Work instruction
Below are lines of data; count those containing the word "small" and write nothing but the number.

________________

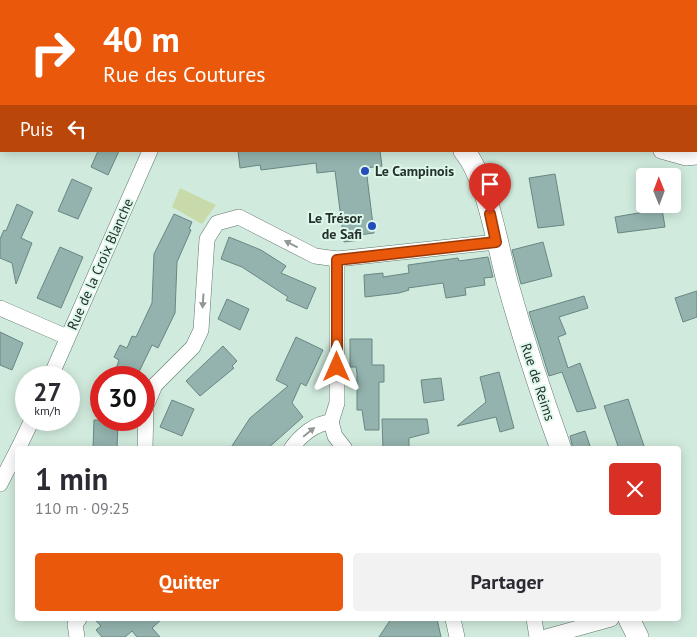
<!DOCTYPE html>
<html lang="fr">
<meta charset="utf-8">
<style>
body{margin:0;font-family:"PT Sans",sans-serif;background:#f2f2f3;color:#2b2b33;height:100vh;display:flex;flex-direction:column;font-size:19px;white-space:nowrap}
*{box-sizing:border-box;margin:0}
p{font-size:16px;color:#7c7c81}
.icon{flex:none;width:28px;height:28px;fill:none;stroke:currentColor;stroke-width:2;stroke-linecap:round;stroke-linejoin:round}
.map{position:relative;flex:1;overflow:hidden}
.sheet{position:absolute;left:15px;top:446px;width:666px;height:175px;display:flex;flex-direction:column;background:#fff;border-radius:5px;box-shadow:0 2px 12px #0003}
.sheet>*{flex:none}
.guide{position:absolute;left:0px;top:0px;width:698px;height:152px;box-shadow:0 2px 12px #0003;background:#ea580c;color:#fff;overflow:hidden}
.needle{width:32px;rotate:359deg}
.fabs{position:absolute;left:636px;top:168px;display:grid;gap:10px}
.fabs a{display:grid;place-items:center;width:45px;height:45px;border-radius:5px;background:#fff;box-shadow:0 2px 12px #0003;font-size:25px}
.speed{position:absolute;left:15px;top:366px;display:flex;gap:10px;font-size:25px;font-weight:700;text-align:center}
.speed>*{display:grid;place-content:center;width:65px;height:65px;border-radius:50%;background:#fff;box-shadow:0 2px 12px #0003;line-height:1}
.speed small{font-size:12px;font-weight:400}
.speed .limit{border:8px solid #d22;background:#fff;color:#111}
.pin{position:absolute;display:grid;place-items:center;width:42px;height:42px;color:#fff;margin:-51px -21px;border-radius:50% 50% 50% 0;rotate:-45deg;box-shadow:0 0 5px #0007}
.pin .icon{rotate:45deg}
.me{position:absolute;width:55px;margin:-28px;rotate:0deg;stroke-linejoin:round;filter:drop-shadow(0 0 4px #0008)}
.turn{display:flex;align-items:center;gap:18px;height:105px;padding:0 20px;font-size:22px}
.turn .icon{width:65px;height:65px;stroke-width:2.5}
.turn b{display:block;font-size:35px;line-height:42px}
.then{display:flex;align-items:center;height:48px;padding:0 20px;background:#0003;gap:10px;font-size:19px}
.round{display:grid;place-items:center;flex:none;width:52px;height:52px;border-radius:5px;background:#f2f2f3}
.summary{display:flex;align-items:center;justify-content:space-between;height:85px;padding:0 20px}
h1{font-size:30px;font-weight:600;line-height:38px}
.primary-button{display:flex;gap:10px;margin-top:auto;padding:10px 20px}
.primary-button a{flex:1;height:58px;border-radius:5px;background:#ea580c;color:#fff;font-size:20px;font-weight:600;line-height:58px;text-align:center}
.primary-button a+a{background:#f2f2f3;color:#2b2b33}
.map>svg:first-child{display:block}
.green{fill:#c8daa9}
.building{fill:#94b3ae;stroke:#698682}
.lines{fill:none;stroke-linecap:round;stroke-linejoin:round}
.street-casing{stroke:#5e776b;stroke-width:16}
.secondary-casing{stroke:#5e776b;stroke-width:22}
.street{stroke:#fff;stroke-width:15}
.secondary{stroke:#fff;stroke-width:21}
.oneway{fill:#929895}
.route-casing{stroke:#983908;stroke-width:12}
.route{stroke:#ea580c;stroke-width:9}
.poi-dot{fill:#244cba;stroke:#ddf8eb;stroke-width:2}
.labels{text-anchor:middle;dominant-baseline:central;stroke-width:4;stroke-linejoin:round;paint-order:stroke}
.poi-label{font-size:14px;font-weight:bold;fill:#26302b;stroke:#ddf8eb;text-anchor:start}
.street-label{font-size:14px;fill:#26302b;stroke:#ddf8eb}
</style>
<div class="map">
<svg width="697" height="637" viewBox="0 0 697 637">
<rect width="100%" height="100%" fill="#d0ebdd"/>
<path class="green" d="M180 188 216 205 202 224 172 207Z"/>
<g class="building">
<path d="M98 151H119L108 175 91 167Z"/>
<path d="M238 151H380L382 166 366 168 374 233 359 235 360 240 344 242 335 171 317 173 316 163 261 170 260 165 240 168Z"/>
<path d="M555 174 564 225 538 228 529 178Z"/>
<path d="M72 179 92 188 78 219 58 211Z"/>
<path d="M17 204 33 212 21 238 32 243 16 284 12 263 0 258V239L4 230 6 231Z"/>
<path d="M662 209 665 227 618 233 615 217Z"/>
<path d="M174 214 192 222 189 229 191 230 177 262 175 313 158 348 152 345 136 378H113L119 360 114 357 120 345 127 348 132 336 136 337 152 303 154 254Z"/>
<path d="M229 237 261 250 286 266 281 273 316 288 307 309 286 300 288 297 242 267 221 259Z"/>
<path d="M543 242 552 276 521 284 512 250Z"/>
<path d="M60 247 83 257 61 308 37 298Z"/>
<path d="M488 257 493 277 484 278 485 285 465 288 466 295 446 298 443 283 408 288 409 290 399 293 365 297 364 275 383 273V277L409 273 408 265 458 258 459 261Z"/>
<path d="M697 291V317L683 322 675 298Z"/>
<path d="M584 296 588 308 559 317 566 334 558 337 568 368 580 363 596 408 577 412 562 372 549 376 529 312Z"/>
<path d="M227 299 249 309 240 330 218 319Z"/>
<path d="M0 332 23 343 12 370 0 365Z"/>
<path d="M296 337 323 350 306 386 301 383 292 403 303 417 267 449H230L250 418 288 386 276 380Z"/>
<path d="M350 339H372V365H384V382H379V430H365L362 410H357V374L356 367H350Z"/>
<path d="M223 346 237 361 232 366 234 368 200 396 186 381Z"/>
<path d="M499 372 514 428 500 432 496 417 457 426 486 402 480 377Z"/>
<path d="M441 378 444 400 424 403 421 380Z"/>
<path d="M628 399 640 434 645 449H619L604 406Z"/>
<path d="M172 400 194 409 182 436 160 427Z"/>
<path d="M382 419H427L429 433 409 438V449H383Z"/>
<path d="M94 420H118L117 449H93Z"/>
<path d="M585 431 591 449H573L570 436Z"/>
<path d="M94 619H162L152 628 160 637H137L132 631 125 637H102L96 630 101 626Z"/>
<path d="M391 619H437L441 637H379Z"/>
</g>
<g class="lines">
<defs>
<g id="street">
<path d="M661 151 686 158 697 157"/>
<path d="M0 308 67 337"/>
<path d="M50 378 150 151"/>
<path d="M331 422 337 403V259"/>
<path d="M331 422 335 436 345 449"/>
<path d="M18 449 32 420"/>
<path d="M145 449 146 406 155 385 193 347 201 330 207 239 217 223 239 217 315 256 337 259 496 242"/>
<path d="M291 449C300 436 315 423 331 422"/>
<path d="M0 484 18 449"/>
<path d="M453 619 457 637"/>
<path d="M534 619 537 637"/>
<path d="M77 637 75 624 79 619"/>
<path d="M546 637 611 619"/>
</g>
<g id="secondary">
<path d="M0 75H1"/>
<path d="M464 151C486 176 498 247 507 281 523 338 541 394 561 449"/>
<path d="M629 619 638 637"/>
</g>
</defs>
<use href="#street" class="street-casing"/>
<use href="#secondary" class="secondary-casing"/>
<use href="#street" class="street"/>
<use href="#secondary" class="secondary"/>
</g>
<defs><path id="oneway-solid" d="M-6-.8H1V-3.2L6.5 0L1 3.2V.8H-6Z" transform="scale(1.25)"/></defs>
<g class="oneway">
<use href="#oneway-solid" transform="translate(291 244) rotate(-153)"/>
<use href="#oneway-solid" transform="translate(203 301) rotate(94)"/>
<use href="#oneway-solid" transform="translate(309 432) rotate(-39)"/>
</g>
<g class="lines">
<defs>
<path id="route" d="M337 367V260L496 242 490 214"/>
</defs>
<use href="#route" class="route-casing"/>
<use href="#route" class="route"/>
</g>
<g class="poi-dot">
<circle cx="365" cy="171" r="5"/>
<circle cx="372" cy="226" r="5"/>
</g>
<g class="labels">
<g class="poi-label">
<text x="375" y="171">Le Campinois</text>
<text x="362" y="218" text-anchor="end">Le Trésor<tspan x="362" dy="16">de Safi</tspan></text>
</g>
<g class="street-label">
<text transform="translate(100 264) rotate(-66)">Rue de la Croix Blanche</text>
<text transform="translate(538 382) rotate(72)">Rue de Reims</text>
</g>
</g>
</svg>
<div class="fabs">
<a><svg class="needle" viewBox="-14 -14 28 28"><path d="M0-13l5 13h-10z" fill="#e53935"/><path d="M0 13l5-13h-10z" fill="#7c7c81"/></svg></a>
</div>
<div class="speed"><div>27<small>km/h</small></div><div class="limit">30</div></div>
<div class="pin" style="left:490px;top:214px;background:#d93025"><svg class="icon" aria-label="arrive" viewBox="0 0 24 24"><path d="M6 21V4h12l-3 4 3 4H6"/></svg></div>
<svg class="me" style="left:337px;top:367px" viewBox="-20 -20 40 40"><path d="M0-17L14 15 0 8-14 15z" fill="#ea580c" stroke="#fff" stroke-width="4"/></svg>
<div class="guide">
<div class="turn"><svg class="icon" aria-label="right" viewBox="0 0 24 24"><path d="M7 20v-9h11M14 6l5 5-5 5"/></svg><div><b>40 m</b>Rue des Coutures</div></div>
<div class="then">Puis<svg class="icon" aria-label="left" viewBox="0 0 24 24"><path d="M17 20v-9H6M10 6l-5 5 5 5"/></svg></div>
</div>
<section class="sheet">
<div class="summary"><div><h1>1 min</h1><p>110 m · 09:25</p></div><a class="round" style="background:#d93025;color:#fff"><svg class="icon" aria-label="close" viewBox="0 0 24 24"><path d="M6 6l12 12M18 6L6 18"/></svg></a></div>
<div class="primary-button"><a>Quitter</a><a>Partager</a></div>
</section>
</div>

________________

Task solution
2